* **Data in this exercise**
+ + +
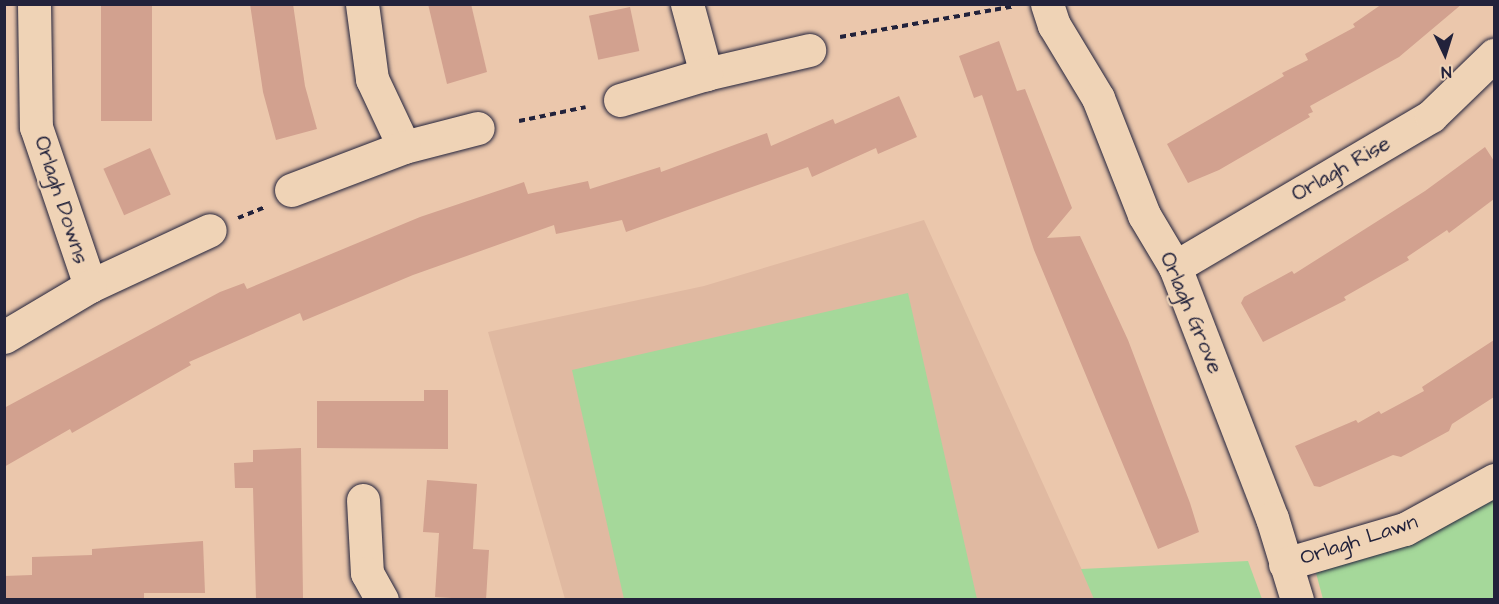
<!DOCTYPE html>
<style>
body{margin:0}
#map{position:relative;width:1499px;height:604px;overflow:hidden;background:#ebc7ac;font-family:"Architects Daughter",sans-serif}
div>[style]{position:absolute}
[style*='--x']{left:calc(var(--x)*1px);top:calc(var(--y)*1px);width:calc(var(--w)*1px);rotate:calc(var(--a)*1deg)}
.built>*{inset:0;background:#e0b9a1}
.green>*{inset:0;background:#a5d89a}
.building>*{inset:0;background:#d2a18f;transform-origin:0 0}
.path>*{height:4px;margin-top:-2px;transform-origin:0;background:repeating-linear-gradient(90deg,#22223b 0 6px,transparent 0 10.5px)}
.roads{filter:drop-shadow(0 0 2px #22223b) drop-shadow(0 0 2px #22223b)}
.minor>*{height:33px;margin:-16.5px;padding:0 16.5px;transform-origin:16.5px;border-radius:16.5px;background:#efd3b6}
span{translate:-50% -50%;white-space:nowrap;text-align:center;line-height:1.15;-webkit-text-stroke:4.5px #efd3b6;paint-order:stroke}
.street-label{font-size:21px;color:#22223b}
.frame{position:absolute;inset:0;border:6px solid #22223b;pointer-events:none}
.north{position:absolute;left:1415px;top:24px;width:60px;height:60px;-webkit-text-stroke:4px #efd3b6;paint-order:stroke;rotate:176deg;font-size:16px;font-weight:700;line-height:24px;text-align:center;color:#22223b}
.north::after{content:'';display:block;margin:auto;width:21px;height:27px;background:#22223b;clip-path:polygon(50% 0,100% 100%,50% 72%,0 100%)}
</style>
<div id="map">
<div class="built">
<i style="clip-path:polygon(924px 220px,1095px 599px,565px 599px,488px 332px,704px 286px)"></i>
</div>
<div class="green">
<i style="clip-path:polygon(908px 293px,977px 599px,624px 599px,572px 370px)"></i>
<i style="clip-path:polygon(1494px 488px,1494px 599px,1323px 599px,1316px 573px,1319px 567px)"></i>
<i style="clip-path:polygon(1248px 561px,1262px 599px,1094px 599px,1081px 569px)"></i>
</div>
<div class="building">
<i style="clip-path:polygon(250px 4px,293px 4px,305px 86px,317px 129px,276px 140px,263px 92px)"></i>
<i style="clip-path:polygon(428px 4px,471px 4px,487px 72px,447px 84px)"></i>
<i style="clip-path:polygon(1382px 4px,1462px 4px,1399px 57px,1310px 106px,1313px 112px,1308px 114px,1310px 117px,1219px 170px,1188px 183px,1167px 144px,1284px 76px,1282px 73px,1308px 60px,1305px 54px,1355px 27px,1353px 24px)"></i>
<i style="left:152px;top:6px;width:115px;height:51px;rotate:90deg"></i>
<i style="left:630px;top:7px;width:45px;height:42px;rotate:78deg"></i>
<i style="clip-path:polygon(999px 41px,1017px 91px,1025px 89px,1072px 208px,1047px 238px,1080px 236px,1128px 340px,1190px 503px,1199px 532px,1158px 549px,1034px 250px,982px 95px,974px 98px,959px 56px)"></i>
<i style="clip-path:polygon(899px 96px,917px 137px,878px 154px,876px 148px,812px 177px,808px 167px,626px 232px,622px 220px,556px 234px,554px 225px,413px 275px,303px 321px,300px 313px,189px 362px,191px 365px,72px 433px,70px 429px,4px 467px,4px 408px,220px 292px,244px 283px,247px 289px,420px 217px,524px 182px,528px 194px,588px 181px,590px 189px,660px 167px,661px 172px,767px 133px,771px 146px,833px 119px,835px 124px)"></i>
<i style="clip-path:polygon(1485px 147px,1494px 161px,1494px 199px,1449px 233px,1447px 230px,1407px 257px,1409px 260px,1344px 297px,1346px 300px,1263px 342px,1241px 303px,1244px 297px,1292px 271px,1294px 274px,1425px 191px)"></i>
<i style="left:150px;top:148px;width:51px;height:51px;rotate:66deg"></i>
<i style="clip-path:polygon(1494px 340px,1494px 397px,1452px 424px,1449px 431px,1401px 457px,1393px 455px,1320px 487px,1314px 486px,1295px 446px,1356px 420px,1358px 423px,1379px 411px,1381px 414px,1424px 391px,1422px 387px)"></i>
<i style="clip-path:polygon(424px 390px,448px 390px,448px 449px,317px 448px,317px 401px,424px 401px)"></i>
<i style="clip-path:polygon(301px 448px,303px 598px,256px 600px,253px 488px,235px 488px,234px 463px,253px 462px,253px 450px)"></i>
<i style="clip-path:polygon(427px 480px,477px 484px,473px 549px,489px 550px,486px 600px,435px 597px,439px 533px,423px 532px)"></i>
<i style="clip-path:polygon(203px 541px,205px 593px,144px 593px,144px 598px,4px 600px,4px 576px,32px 575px,32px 557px,92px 555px,92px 549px)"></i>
</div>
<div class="path">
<i style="--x:840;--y:37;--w:178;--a:-10"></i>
<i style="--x:519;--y:121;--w:68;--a:-11.8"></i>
<i style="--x:238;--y:218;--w:29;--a:-22"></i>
</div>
<div class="roads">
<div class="minor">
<i style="--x:34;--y:4;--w:123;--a:89.1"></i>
<i style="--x:36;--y:127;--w:168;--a:71.2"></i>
<i style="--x:90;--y:286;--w:132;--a:-25"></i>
<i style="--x:362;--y:4;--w:76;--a:82.4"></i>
<i style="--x:372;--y:79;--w:75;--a:64.8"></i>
<i style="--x:404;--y:147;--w:76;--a:-14.4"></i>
<i style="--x:687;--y:4;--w:73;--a:74.8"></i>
<i style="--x:706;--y:74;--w:106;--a:-13.1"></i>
<i style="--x:1047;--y:4;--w:22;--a:72"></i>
<i style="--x:1054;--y:25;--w:85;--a:58.9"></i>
<i style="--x:1098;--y:98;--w:126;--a:68.5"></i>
<i style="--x:1144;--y:215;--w:61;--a:59.2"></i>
<i style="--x:1175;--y:267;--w:269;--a:68.9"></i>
<i style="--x:1272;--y:518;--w:86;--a:73"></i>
<i style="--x:620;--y:100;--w:90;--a:-16.8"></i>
<i style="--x:291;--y:190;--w:121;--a:-20.8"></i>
<i style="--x:1175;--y:267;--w:297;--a:-30.5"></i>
<i style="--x:1431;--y:116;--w:88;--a:-44.1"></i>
<i style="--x:4;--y:337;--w:100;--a:-30.7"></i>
<i style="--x:363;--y:500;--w:73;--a:86.9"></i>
<i style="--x:367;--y:573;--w:31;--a:61"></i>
<i style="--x:1285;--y:564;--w:125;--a:-16.3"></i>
<i style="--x:1405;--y:529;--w:102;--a:-28.8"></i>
</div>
</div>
<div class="street-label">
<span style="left:1341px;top:169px;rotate:-30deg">Orlagh Rise</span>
<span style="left:61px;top:200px;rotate:72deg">Orlagh Downs</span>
<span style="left:1191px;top:313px;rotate:67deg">Orlagh Grove</span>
<span style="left:1359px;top:540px;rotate:-18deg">Orlagh Lawn</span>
</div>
<div class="frame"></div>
<div class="north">N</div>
</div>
+ + +
* **What you should do**
Take the material above from its first line through the line holding "0 6px,transparent 0" and set it down exactly, without the pictures.

* **Answer box**
<!DOCTYPE html>
<style>
body{margin:0}
#map{position:relative;width:1499px;height:604px;overflow:hidden;background:#ebc7ac;font-family:"Architects Daughter",sans-serif}
div>[style]{position:absolute}
[style*='--x']{left:calc(var(--x)*1px);top:calc(var(--y)*1px);width:calc(var(--w)*1px);rotate:calc(var(--a)*1deg)}
.built>*{inset:0;background:#e0b9a1}
.green>*{inset:0;background:#a5d89a}
.building>*{inset:0;background:#d2a18f;transform-origin:0 0}
.path>*{height:4px;margin-top:-2px;transform-origin:0;background:repeating-linear-gradient(90deg,#22223b 0 6px,transparent 0 10.5px)}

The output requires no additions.